Records from a collection
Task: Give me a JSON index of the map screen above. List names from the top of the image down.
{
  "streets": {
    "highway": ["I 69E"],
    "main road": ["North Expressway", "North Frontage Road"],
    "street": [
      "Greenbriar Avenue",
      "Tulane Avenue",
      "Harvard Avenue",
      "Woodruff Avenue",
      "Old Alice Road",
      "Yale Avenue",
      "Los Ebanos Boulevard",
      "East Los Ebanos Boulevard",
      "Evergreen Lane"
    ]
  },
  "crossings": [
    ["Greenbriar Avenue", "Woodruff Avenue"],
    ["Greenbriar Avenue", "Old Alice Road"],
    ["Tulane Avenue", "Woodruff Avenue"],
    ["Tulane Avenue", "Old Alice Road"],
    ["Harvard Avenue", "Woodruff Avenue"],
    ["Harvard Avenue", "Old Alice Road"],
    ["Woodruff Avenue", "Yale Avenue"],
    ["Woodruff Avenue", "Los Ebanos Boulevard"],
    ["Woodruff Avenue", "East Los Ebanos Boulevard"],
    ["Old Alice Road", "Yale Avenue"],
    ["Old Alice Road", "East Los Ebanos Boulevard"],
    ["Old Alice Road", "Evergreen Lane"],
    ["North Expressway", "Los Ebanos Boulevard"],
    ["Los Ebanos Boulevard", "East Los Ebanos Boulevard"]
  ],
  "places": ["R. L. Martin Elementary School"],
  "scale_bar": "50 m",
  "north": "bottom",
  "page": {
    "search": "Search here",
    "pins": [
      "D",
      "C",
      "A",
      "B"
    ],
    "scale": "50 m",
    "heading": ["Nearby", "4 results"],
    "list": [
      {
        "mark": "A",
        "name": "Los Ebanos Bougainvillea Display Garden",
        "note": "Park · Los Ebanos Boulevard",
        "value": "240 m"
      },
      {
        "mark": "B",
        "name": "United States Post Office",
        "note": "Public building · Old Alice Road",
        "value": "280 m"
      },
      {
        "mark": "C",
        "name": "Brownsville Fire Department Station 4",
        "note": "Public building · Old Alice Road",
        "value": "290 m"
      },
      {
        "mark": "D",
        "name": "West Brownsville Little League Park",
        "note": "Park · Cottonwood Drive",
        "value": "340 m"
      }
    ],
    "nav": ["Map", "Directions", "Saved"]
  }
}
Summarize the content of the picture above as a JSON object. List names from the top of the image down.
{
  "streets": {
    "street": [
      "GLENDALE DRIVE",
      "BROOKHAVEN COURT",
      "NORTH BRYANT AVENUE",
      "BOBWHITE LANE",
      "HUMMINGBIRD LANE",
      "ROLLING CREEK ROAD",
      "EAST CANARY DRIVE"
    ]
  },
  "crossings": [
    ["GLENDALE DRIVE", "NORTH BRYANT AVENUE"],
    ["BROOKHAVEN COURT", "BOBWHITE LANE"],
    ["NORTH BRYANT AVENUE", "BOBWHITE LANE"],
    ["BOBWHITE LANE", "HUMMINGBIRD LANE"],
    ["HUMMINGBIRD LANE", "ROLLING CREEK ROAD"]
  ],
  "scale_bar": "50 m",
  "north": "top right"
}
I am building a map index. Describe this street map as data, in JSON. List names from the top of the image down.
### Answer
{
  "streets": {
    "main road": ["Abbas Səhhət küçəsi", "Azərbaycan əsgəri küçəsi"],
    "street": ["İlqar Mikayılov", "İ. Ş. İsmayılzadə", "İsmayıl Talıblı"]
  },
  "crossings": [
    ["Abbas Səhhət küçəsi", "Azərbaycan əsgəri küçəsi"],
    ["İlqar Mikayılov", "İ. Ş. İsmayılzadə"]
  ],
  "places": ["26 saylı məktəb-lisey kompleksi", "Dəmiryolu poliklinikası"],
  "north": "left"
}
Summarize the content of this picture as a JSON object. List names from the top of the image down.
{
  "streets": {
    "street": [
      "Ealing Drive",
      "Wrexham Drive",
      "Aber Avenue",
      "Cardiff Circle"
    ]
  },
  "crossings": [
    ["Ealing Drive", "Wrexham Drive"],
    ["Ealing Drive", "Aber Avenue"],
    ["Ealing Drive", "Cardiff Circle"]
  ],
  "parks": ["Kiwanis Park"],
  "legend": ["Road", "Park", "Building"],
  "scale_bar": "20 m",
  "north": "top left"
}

Prompt
Copy out all the entries shown above, character for character.

Completed exercise
Task: Give me a JSON index of the map screen above. List names from the top of the image down.
{
  "streets": {
    "highway": ["I 69E"],
    "main road": ["North Expressway", "North Frontage Road"],
    "street": [
      "Greenbriar Avenue",
      "Tulane Avenue",
      "Harvard Avenue",
      "Woodruff Avenue",
      "Old Alice Road",
      "Yale Avenue",
      "Los Ebanos Boulevard",
      "East Los Ebanos Boulevard",
      "Evergreen Lane"
    ]
  },
  "crossings": [
    ["Greenbriar Avenue", "Woodruff Avenue"],
    ["Greenbriar Avenue", "Old Alice Road"],
    ["Tulane Avenue", "Woodruff Avenue"],
    ["Tulane Avenue", "Old Alice Road"],
    ["Harvard Avenue", "Woodruff Avenue"],
    ["Harvard Avenue", "Old Alice Road"],
    ["Woodruff Avenue", "Yale Avenue"],
    ["Woodruff Avenue", "Los Ebanos Boulevard"],
    ["Woodruff Avenue", "East Los Ebanos Boulevard"],
    ["Old Alice Road", "Yale Avenue"],
    ["Old Alice Road", "East Los Ebanos Boulevard"],
    ["Old Alice Road", "Evergreen Lane"],
    ["North Expressway", "Los Ebanos Boulevard"],
    ["Los Ebanos Boulevard", "East Los Ebanos Boulevard"]
  ],
  "places": ["R. L. Martin Elementary School"],
  "scale_bar": "50 m",
  "north": "bottom",
  "page": {
    "search": "Search here",
    "pins": [
      "D",
      "C",
      "A",
      "B"
    ],
    "scale": "50 m",
    "heading": ["Nearby", "4 results"],
    "list": [
      {
        "mark": "A",
        "name": "Los Ebanos Bougainvillea Display Garden",
        "note": "Park · Los Ebanos Boulevard",
        "value": "240 m"
      },
      {
        "mark": "B",
        "name": "United States Post Office",
        "note": "Public building · Old Alice Road",
        "value": "280 m"
      },
      {
        "mark": "C",
        "name": "Brownsville Fire Department Station 4",
        "note": "Public building · Old Alice Road",
        "value": "290 m"
      },
      {
        "mark": "D",
        "name": "West Brownsville Little League Park",
        "note": "Park · Cottonwood Drive",
        "value": "340 m"
      }
    ],
    "nav": ["Map", "Directions", "Saved"]
  }
}
Summarize the content of the picture above as a JSON object. List names from the top of the image down.
{
  "streets": {
    "street": [
      "GLENDALE DRIVE",
      "BROOKHAVEN COURT",
      "NORTH BRYANT AVENUE",
      "BOBWHITE LANE",
      "HUMMINGBIRD LANE",
      "ROLLING CREEK ROAD",
      "EAST CANARY DRIVE"
    ]
  },
  "crossings": [
    ["GLENDALE DRIVE", "NORTH BRYANT AVENUE"],
    ["BROOKHAVEN COURT", "BOBWHITE LANE"],
    ["NORTH BRYANT AVENUE", "BOBWHITE LANE"],
    ["BOBWHITE LANE", "HUMMINGBIRD LANE"],
    ["HUMMINGBIRD LANE", "ROLLING CREEK ROAD"]
  ],
  "scale_bar": "50 m",
  "north": "top right"
}
I am building a map index. Describe this street map as data, in JSON. List names from the top of the image down.
### Answer
{
  "streets": {
    "main road": ["Abbas Səhhət küçəsi", "Azərbaycan əsgəri küçəsi"],
    "street": ["İlqar Mikayılov", "İ. Ş. İsmayılzadə", "İsmayıl Talıblı"]
  },
  "crossings": [
    ["Abbas Səhhət küçəsi", "Azərbaycan əsgəri küçəsi"],
    ["İlqar Mikayılov", "İ. Ş. İsmayılzadə"]
  ],
  "places": ["26 saylı məktəb-lisey kompleksi", "Dəmiryolu poliklinikası"],
  "north": "left"
}
Summarize the content of this picture as a JSON object. List names from the top of the image down.
{
  "streets": {
    "street": [
      "Ealing Drive",
      "Wrexham Drive",
      "Aber Avenue",
      "Cardiff Circle"
    ]
  },
  "crossings": [
    ["Ealing Drive", "Wrexham Drive"],
    ["Ealing Drive", "Aber Avenue"],
    ["Ealing Drive", "Cardiff Circle"]
  ],
  "parks": ["Kiwanis Park"],
  "legend": ["Road", "Park", "Building"],
  "scale_bar": "20 m",
  "north": "top left"
}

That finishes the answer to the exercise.